Global AIDS Policy Watch (GAPW), with focus on countries in the Global South, expresses its position within the global epidemic response in regards to the Vancouver Consensus announcement, released at the 8th International Conference on Pathogenesis, Treatment and Prevention of HIV (IAS, 2015), held from 19-22 July 2015 in Vancouver, Canada – as well as in regards to the recent article on the Strategic Timing of Antiretroviral Therapy study, also known as the START study published by the National Institute of Health of the United States (NHI) in May. (Read Spanish version)
We consider both documents with caution:
- We recognize the important achievement of studies, such START, which show evidence that starting treatment at the moment of HIV diagnosis more than doubles the survival chances of those living with HIV. Despite the scientific evidence, and the impact of these results on ending the epidemic, we caution that in the present global situation, there is little chance of this goal being met, especially, if we consider what resources are currently available. Regrettably, there is a tendency to oversimplify both global financing and the commitment of international leadership in order to create responses to the epidemic on a global scale. If we have, in fact, arrived at this clear scientific advancement, and are close to the end of the global epidemic, who will front the bill for all of this? In addition to enthusiastic declarations, the world needs concrete political proposals that show the steps necessary to realize the promises of these new scientific facts in practice.
- We recognize the significance of the Vancouver Consensus in emphasizing that “barriers to access in law, policy, and bias must be confronted and dismantled”. We regret, however, that the document does not specify how these barriers should be addressed in order to establish true progress in the global response to the epidemic. In several countries, the legal status of homosexuality is a threat to HIV prevention policies. In addition to this, there are regions in the world where the criminalization of both prostitution and drug-use constitutes a real obstacle in confronting HIV and AIDS. Another troubling factor is the criminalization of HIV transmission in some nations, which irrationally limits the efforts of public health. We reiterate that the Vancouver Consensus would have created a more effective contribution if it had chosen to be more precise in addressing these specific barriers.

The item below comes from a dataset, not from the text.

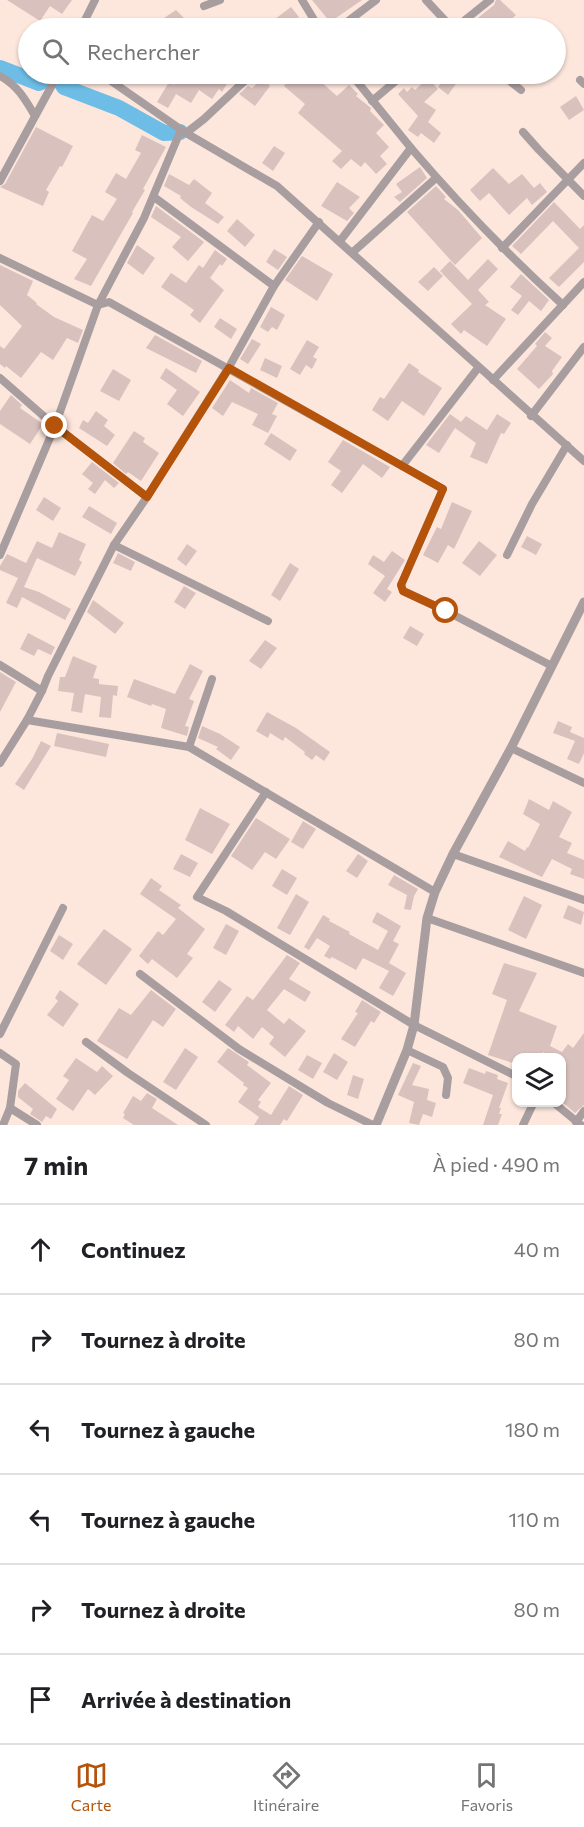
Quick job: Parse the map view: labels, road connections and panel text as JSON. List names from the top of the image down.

- We agree with the Vancouver Consensus’s declaration that “all people, regardless of social or legal status, race, gender or geography must have access to effective treatment and prevention”. Despite this declaration, the document makes no explicit mention of sexual orientation, nor any demand at all for LGBT inclusion, which is one of the groups most affected by the epidemic. We underscore the necessity of civil society’s mobilization, full participation, and leadership in the fight for access to both treatment and prevention.
- We call special attention to the high price of medication. We remember that it was the reduction of costs that allowed for the nearly 15 million individuals globally to be on treatment, but there remain nearly 20 million on the planet without access. We reiterate that patents are still the principal agents responsible for these barriers in access to medication, especially in the Global South. We observe that is critical to adopt successful universal access to medication models, as well as demand patents be broken in order to garnish access to strategic medications and ensure that, particularly, the Global South may have access to effective first-line treatments.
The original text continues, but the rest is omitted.